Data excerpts
━━━
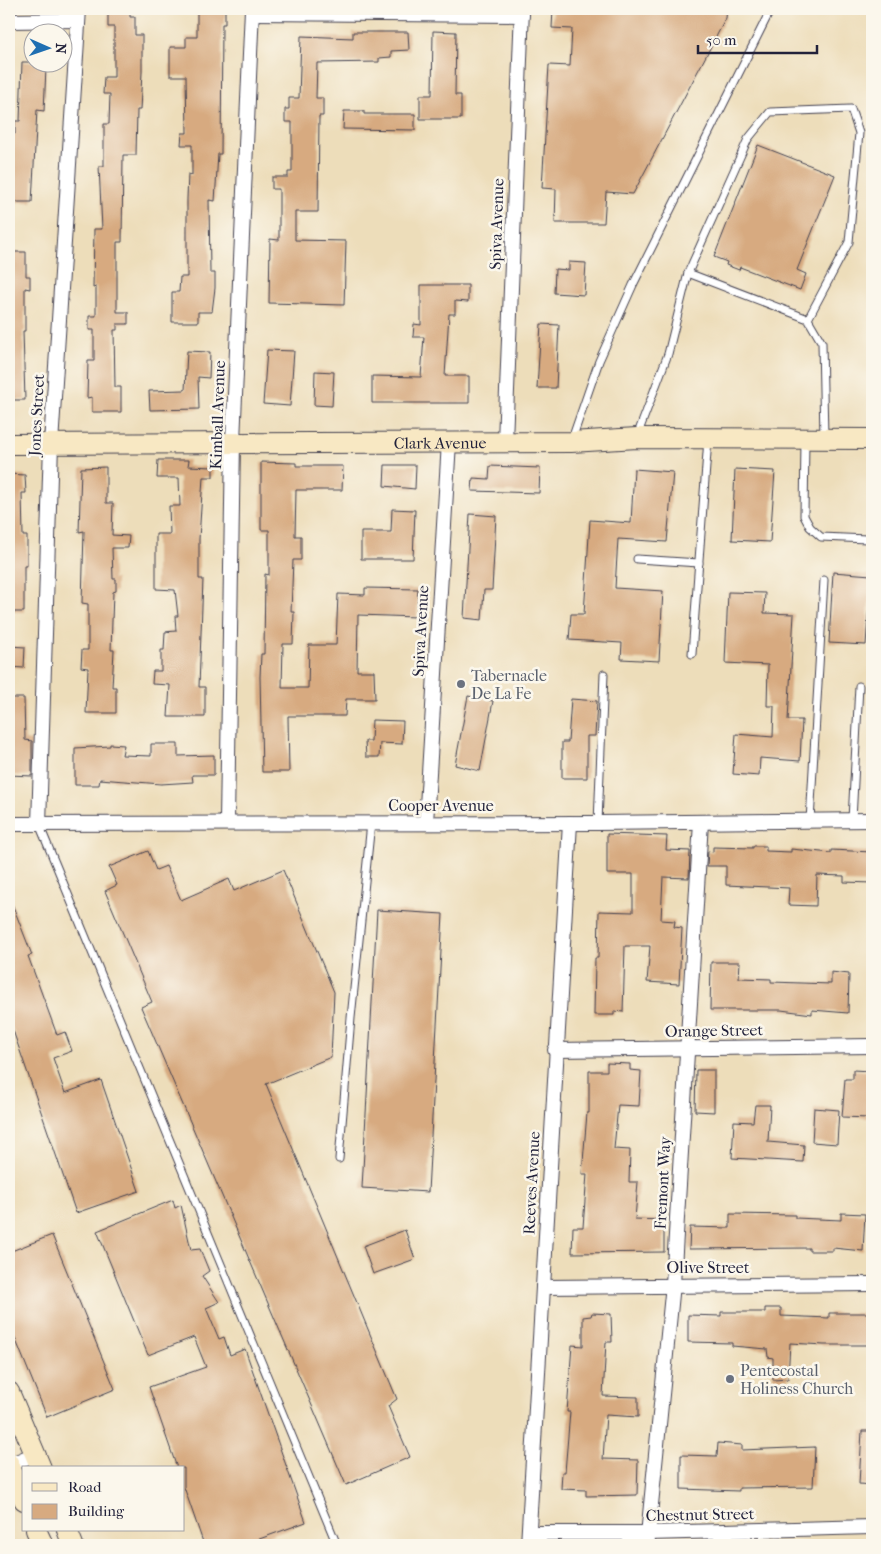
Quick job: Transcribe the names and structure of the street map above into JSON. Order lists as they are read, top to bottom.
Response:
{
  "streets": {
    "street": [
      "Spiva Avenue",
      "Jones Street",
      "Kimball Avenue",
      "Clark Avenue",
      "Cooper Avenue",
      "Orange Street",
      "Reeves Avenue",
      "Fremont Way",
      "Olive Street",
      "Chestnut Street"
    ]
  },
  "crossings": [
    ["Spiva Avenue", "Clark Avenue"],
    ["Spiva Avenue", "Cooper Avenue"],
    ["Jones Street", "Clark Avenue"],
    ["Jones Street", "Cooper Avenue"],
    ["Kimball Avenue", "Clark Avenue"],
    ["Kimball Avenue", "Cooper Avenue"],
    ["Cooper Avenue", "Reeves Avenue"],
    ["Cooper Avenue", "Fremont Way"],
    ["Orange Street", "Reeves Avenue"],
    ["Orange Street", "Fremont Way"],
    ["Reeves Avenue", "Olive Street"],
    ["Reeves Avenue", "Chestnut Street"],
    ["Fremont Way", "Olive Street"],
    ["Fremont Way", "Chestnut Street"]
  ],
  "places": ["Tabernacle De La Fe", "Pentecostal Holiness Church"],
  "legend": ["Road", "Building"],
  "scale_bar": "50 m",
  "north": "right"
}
━━━
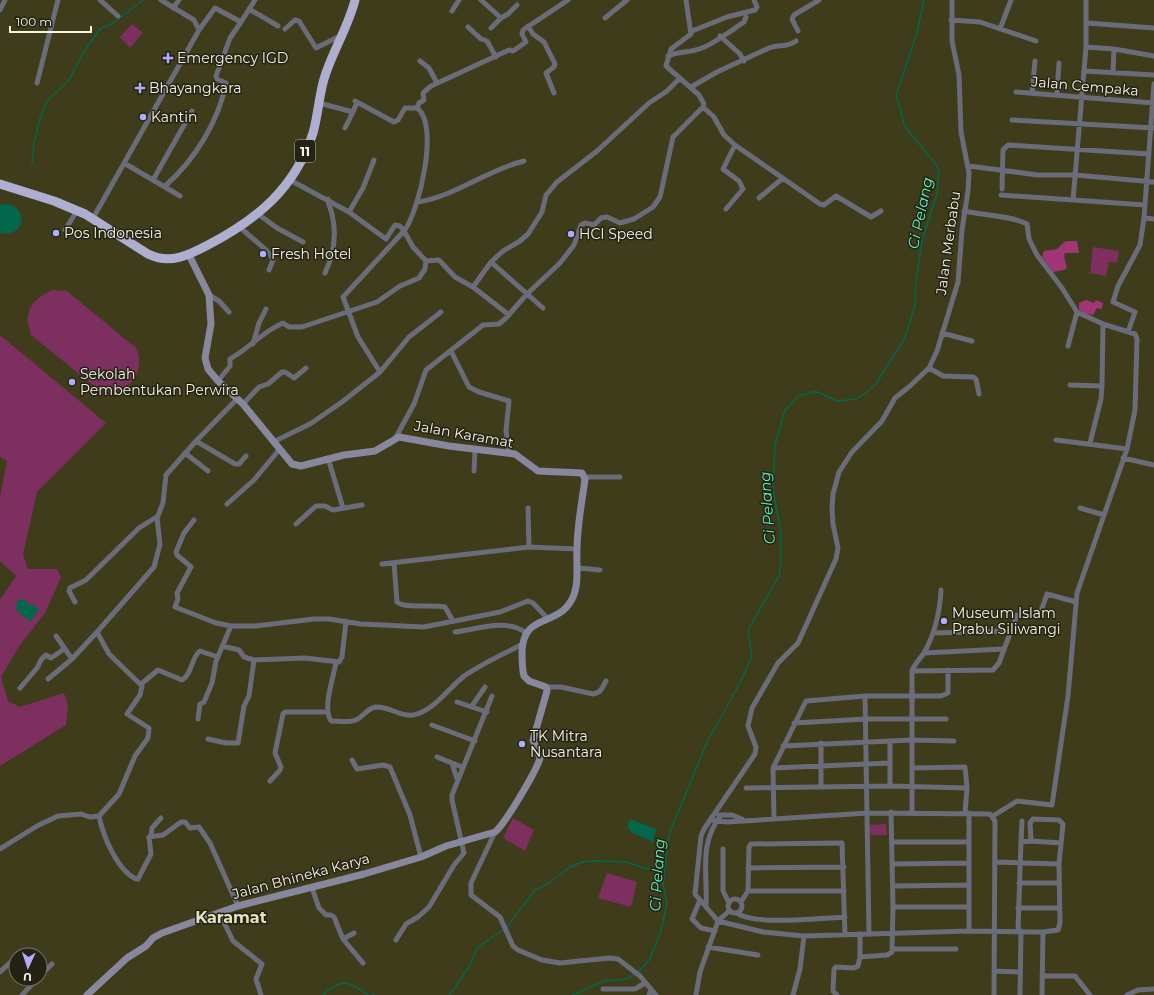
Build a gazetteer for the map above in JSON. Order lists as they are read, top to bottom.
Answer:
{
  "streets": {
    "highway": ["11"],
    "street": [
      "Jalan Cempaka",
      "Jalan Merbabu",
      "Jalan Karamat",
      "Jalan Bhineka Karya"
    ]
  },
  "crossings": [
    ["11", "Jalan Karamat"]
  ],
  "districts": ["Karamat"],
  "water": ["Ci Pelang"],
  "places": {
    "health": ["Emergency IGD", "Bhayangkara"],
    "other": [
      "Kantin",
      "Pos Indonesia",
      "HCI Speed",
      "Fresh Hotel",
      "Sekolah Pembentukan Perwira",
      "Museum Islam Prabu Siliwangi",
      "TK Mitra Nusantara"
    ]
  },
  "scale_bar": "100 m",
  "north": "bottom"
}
━━━
» **Required action**
Above are the records; report each line in them that includes the word "JSON".

» **Answer to this problem**
Quick job: Transcribe the names and structure of the street map above into JSON. Order lists as they are read, top to bottom.
Build a gazetteer for the map above in JSON. Order lists as they are read, top to bottom.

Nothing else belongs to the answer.